Mereka juga memperingatkan warga yang semakin frustrasi lantaran dikurung di rumah untuk tetap menahan diri dan tidak menyebarkan informasi palsu atau memalsukan izin keluar rumah.
Shanghai melaporkan 25.141 kasus baru virus corona tanpa gejala pada Selasa (13/4) naik dari 22.348 sehari sebelumnya, dan kasus bergejala juga melonjak menjadi 1.189 dari 994, kata otoritas kota.
Langkah-langkah penanganan COVID-19 di Shanghai menggunakan pendekatan ketat "nol-COVID" yang bertujuan untuk menghilangkan rantai penularan.
AS Minta Staf Konsulatnya Pulang
Para analis memperingatkan bahwa tindakan tersebut tidak hanya merugikan pariwisata dan perhotelan tetapi juga berdampak pada rantai pasokan lintas sektor.

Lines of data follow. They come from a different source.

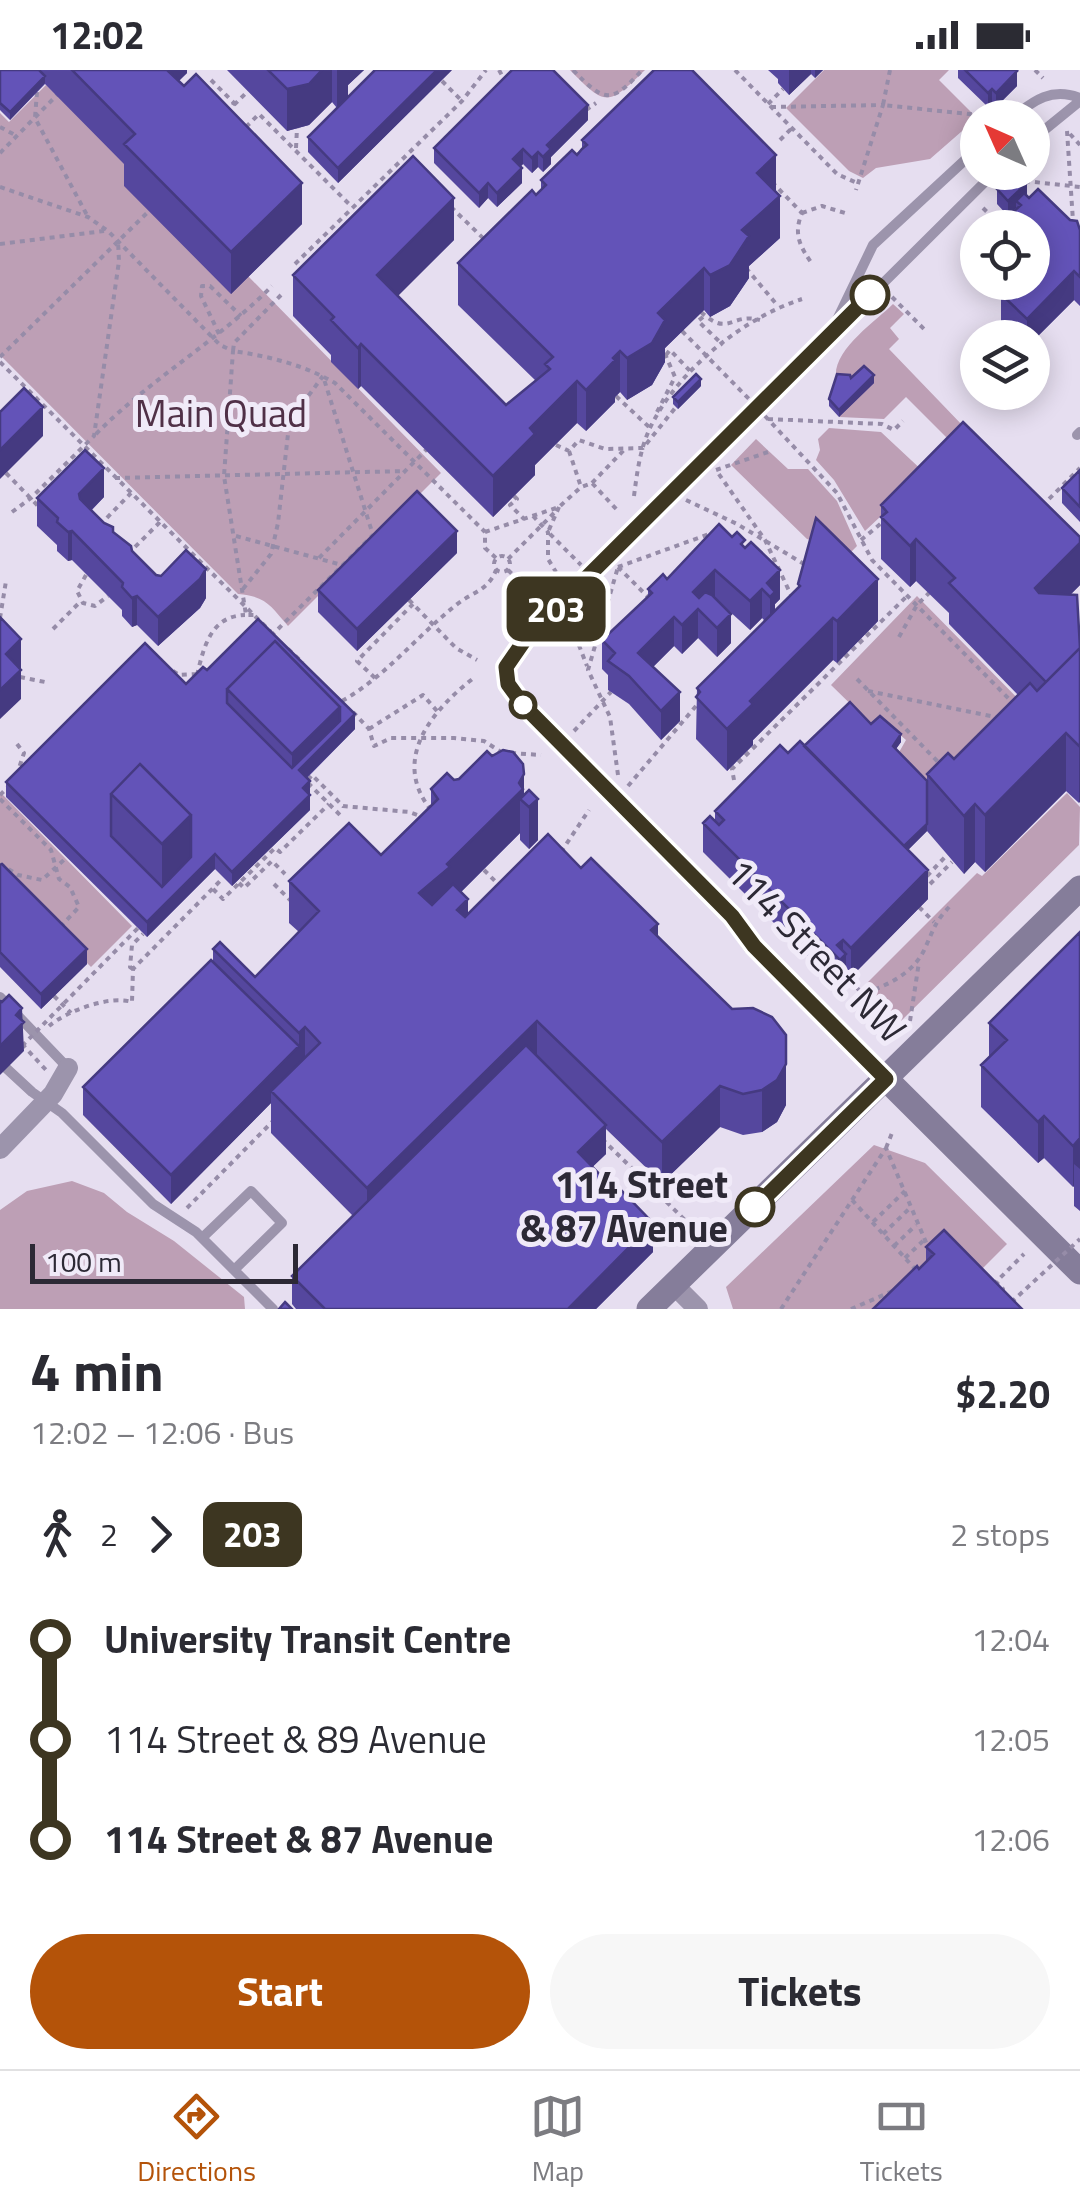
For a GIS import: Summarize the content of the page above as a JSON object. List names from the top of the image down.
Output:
{
  "streets": {
    "main road": ["114 Street NW"]
  },
  "parks": ["Main Quad"],
  "places": ["114 Street & 87 Avenue"],
  "lines": ["bus line 203"],
  "scale_bar": "100 m",
  "north": "top left",
  "page": {
    "status": "12:02",
    "on_map": "203",
    "scale": "100 m",
    "heading": ["4 min", "12:02 – 12:06 · Bus", "$2.20"],
    "legs": ["2", "203", "2 stops"],
    "list": [
      {
        "name": "University Transit Centre",
        "value": "12:04"
      },
      {
        "name": "114 Street & 89 Avenue",
        "value": "12:05"
      },
      {
        "name": "114 Street & 87 Avenue",
        "value": "12:06"
      }
    ],
    "buttons": ["Start", "Tickets"],
    "tabs": ["Directions", "Map", "Tickets"]
  }
}
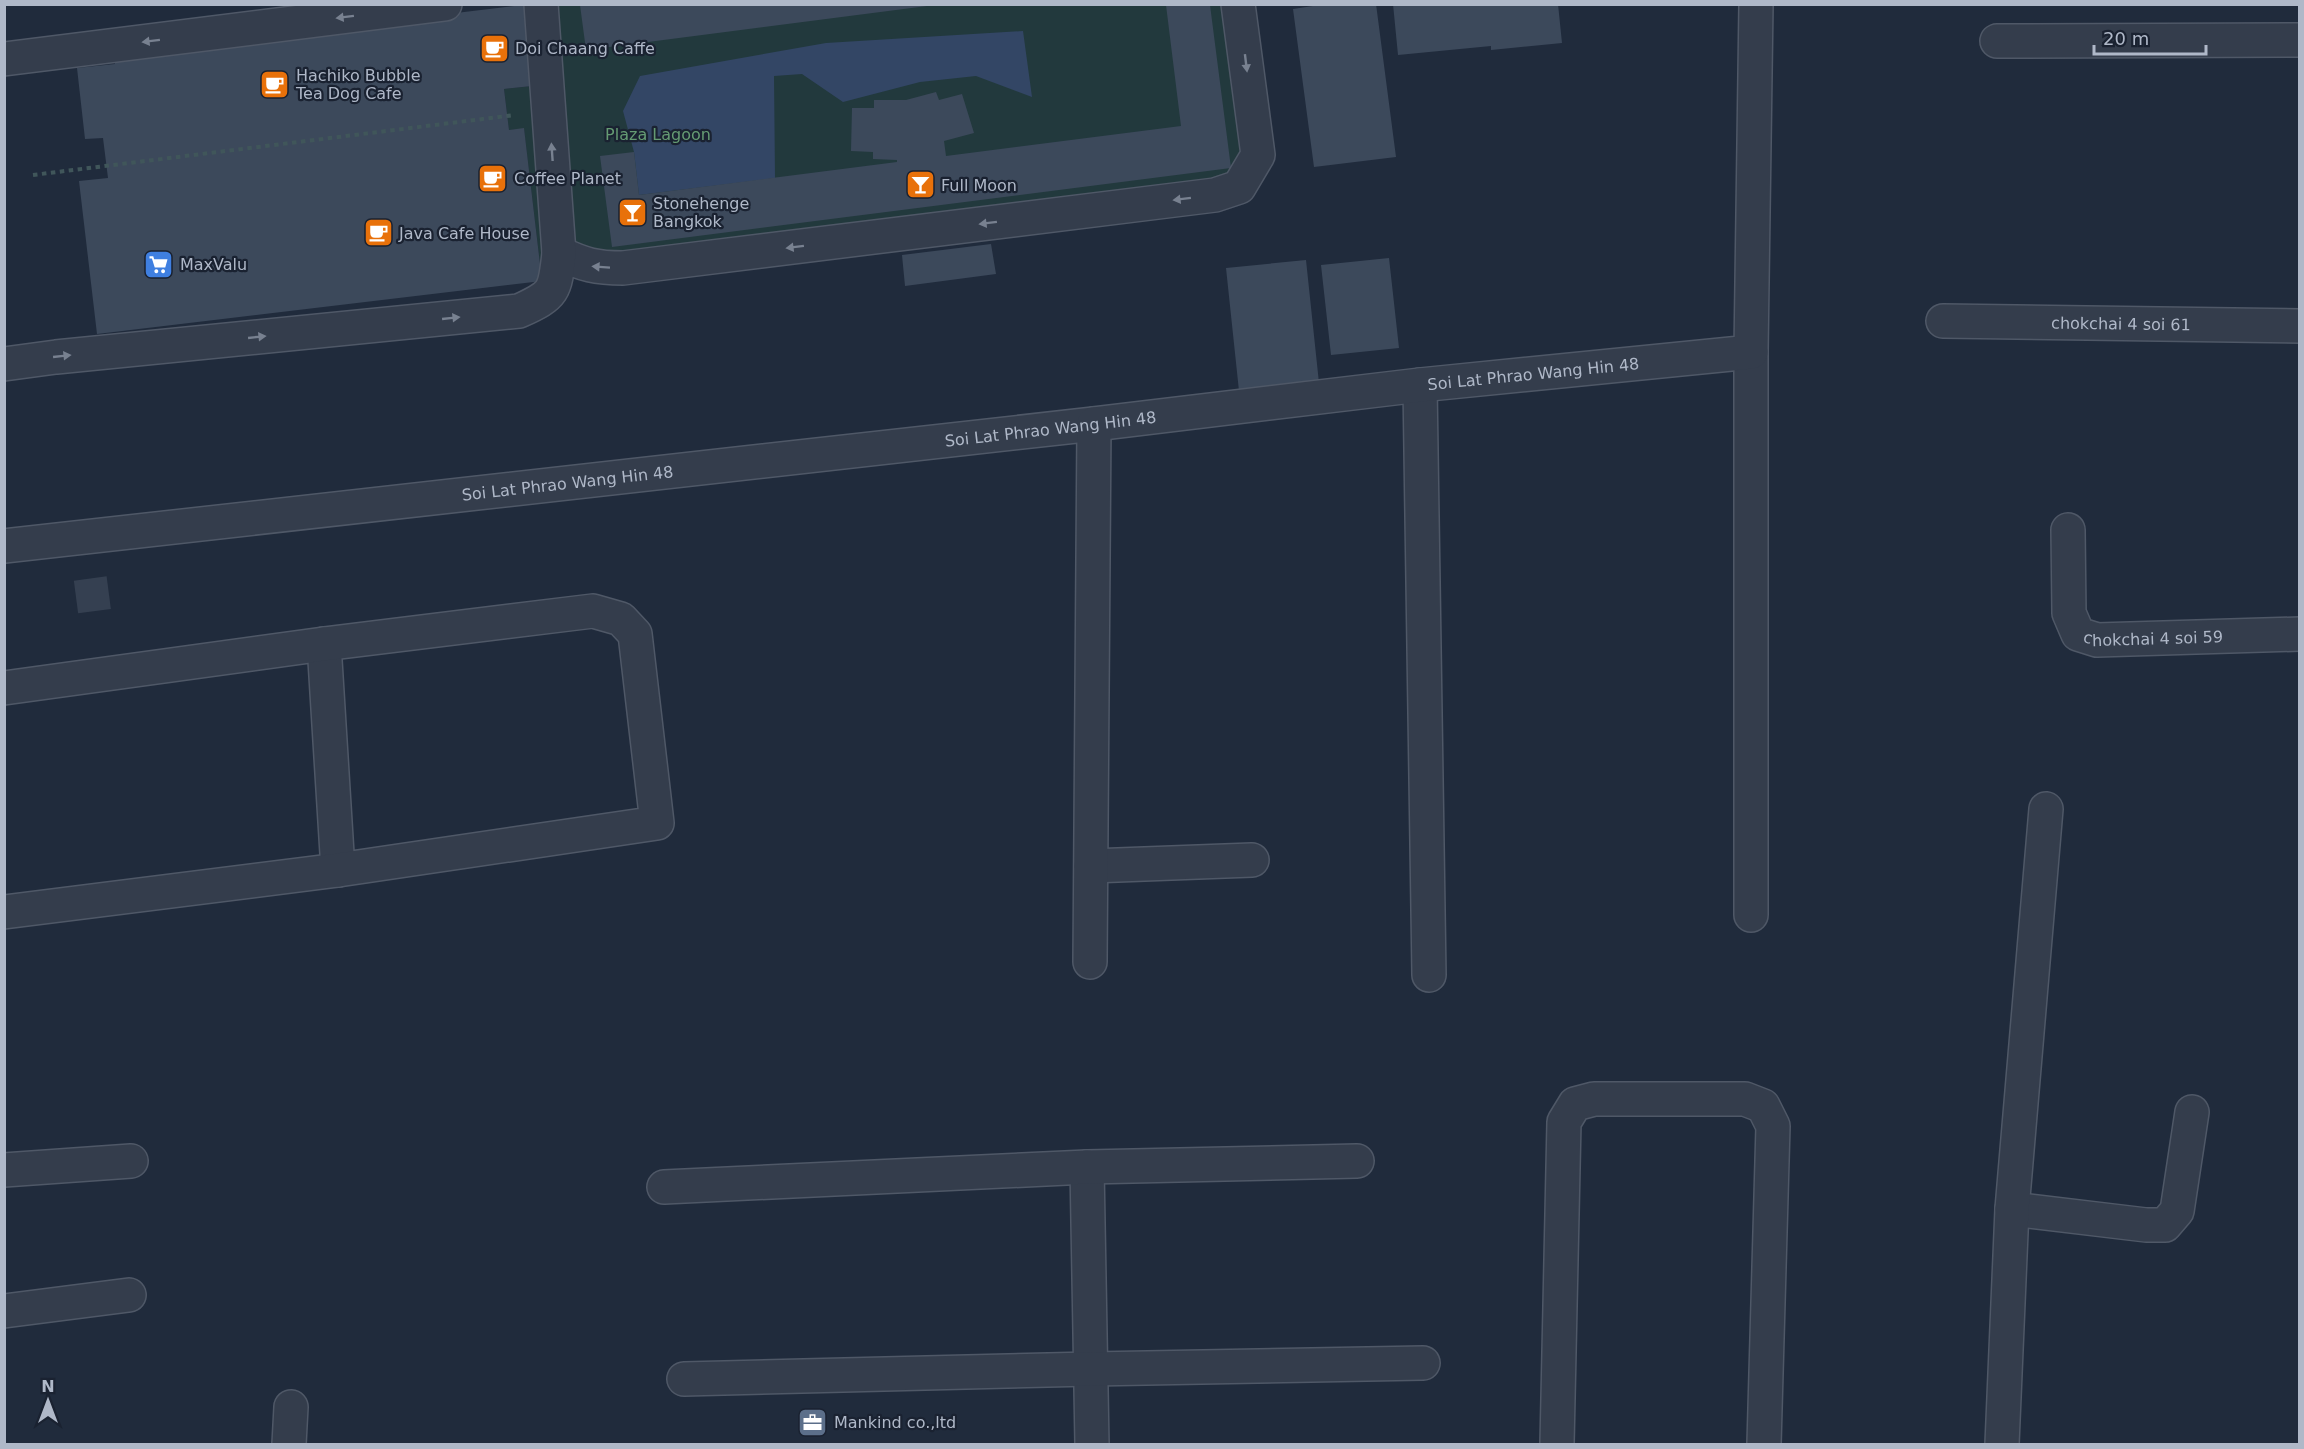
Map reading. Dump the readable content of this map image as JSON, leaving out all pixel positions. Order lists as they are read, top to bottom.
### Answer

Setidaknya 11 perusahaan Taiwan, sebagian besar membuat suku cadang untuk elektronik, mengatakan bahwa mereka menangguhkan produksi karena gangguan dari kontrol COVID-19 China.
Departemen luar negeri Amerika Serikat memerintahkan pekerja pemerintahannya yang non-darurat untuk meninggalkan konsulat di Shanghai karena lonjakan kasus COVID-19 dan langkah-langkah yang diterapkan China untuk mengendalikan virus.
Dilansir laman The Guardian, Selasa (12/4/2022), departemen luar negeri AS sempat mengumumkan bahwa personel non-darurat dapat secara sukarela meninggalkan konsulat pada Jumat 8 April. Namun, kini seruan untuk meninggalkan Shanghai berubah menjadi wajib, bukan secara sukarela lagi.
"Yang terbaik bagi pekerja kami dan keluarga mereka adalah dengan mengurangi jumlah personel dan operasional konsulat diperkecil untuk menghadapi perubahan keadaan di lapangan," kata otoritas departemen luar negeri AS.
China sempat menanggapi dengan marah perintah agar pekerja pemerintah AS untuk meninggalkan Shanghai itu.
Shanghai kini sedang memerangi wabah COVID-19 terburuk di China sejak virus itu pertama kali muncul di Wuhan pada akhir 2019. Salah satu aturan yang paling kontroversial adalah memisahkan anak-anak yang positif COVID-19 dari orangtua mereka.
Perintah agar pekerja AS meninggalkan Shanghai datang ketika otoritas China mulai melonggarkan lockdown di beberapa wilayah pada Senin, meskipun melaporkan rekor lebih dari 25.000 kasus baru.
Kota terpadat di China itu mengatakan akan mengizinkan apa yang dikatakan pejabat kota Gu Honghui sebagai "kegiatan yang sesuai" di beberapa lingkungan di mana tidak ada kasus positif selama setidaknya dua minggu. Penduduk setempat tidak diizinkan untuk melakukan perjalanan ke wilayah yang masih di bawah lockdown ketat.